A paz do fingimento
O primeiro-ministro David Cameron está a ser alvo de acusações de
indiferença por ter ido passar férias a Ibiza com a mulher logo depois
do brutal homicídio no bairro de Woolwich de um soldado britânico por
radicais islâmicos.
O caso, que o Governo tratou como um acto de
terrorismo, chocou o país e qualquer pessoa que tenha visto as imagens
terríveis do assassino com as mãos ensanguentadas, a falar para uma
câmara como se o acto que acabara de cometer fosse plenamente
justificado.
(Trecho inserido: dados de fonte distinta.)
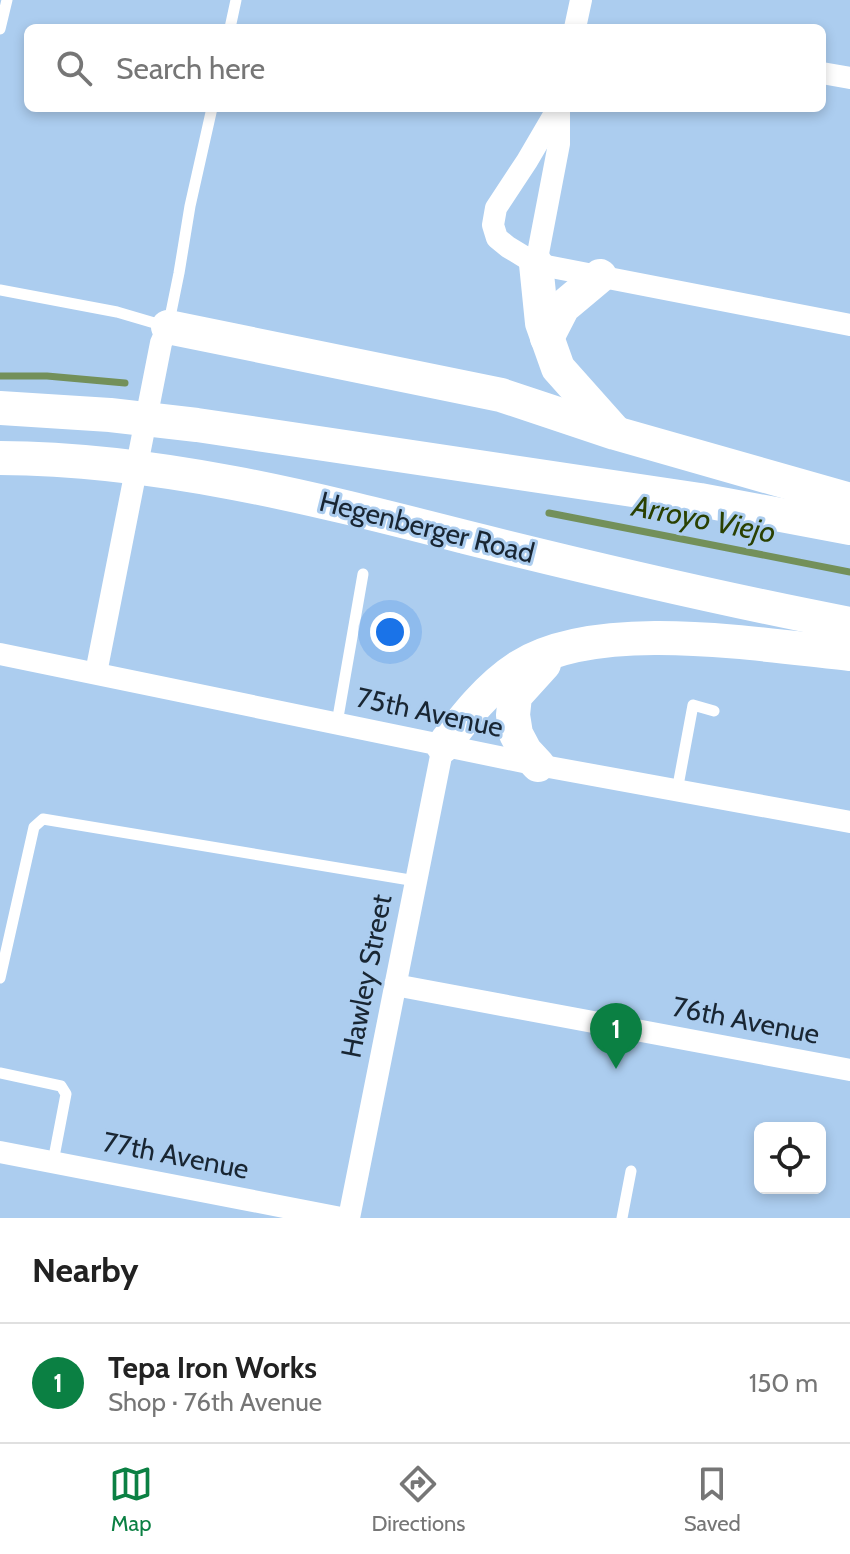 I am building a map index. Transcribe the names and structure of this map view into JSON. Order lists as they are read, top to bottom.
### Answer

Perante a barbárie, David Cameron decidiu pegar na família e
ir para a praia. Como se esperava, a decisão foi usada politicamente
contra ele. Apesar de todas as explicações sobre como está perto de
Inglaterra e como é fácil comunicar hoje em dia, ninguém entende a
ausência neste momento assustador. Fico surpreendida com o erro de
Cameron. Qualquer político profissional sabe que é pago para fingir
preocupação. Sem esse fingimento não há paz.
Estupidez narcísica
Li
um artigo na Slate sobre um tema que ainda hoje intriga muita gente: o
bigode de Hitler. Não é um texto exaustivo, mas ficamos a saber que, no
início do século passado, aquele bigodinho que nos parece ridículo era
considerado elegante e aristocrático. Era conhecido por ‘escova de
dentes’, embora o da sinistra criatura nazi fosse uma versão mais
abreviada dos lados do que o original celebrizado pelo Kaiser Guilherme
II. Um amigo de Hitler, Ernst ‘Putzi’ Hanfstaengl, aconselhou-o a tirar o
bigode porque estava fora de moda, ao que este terá respondido que
voltaria a ser moda porque era usado por ele. O mais curioso é que o
bigodinho estava associado não só à personagem de Charlie Chaplin, como
era também usado por Oliver Hardy, que conhecemos por Bucha (do Estica).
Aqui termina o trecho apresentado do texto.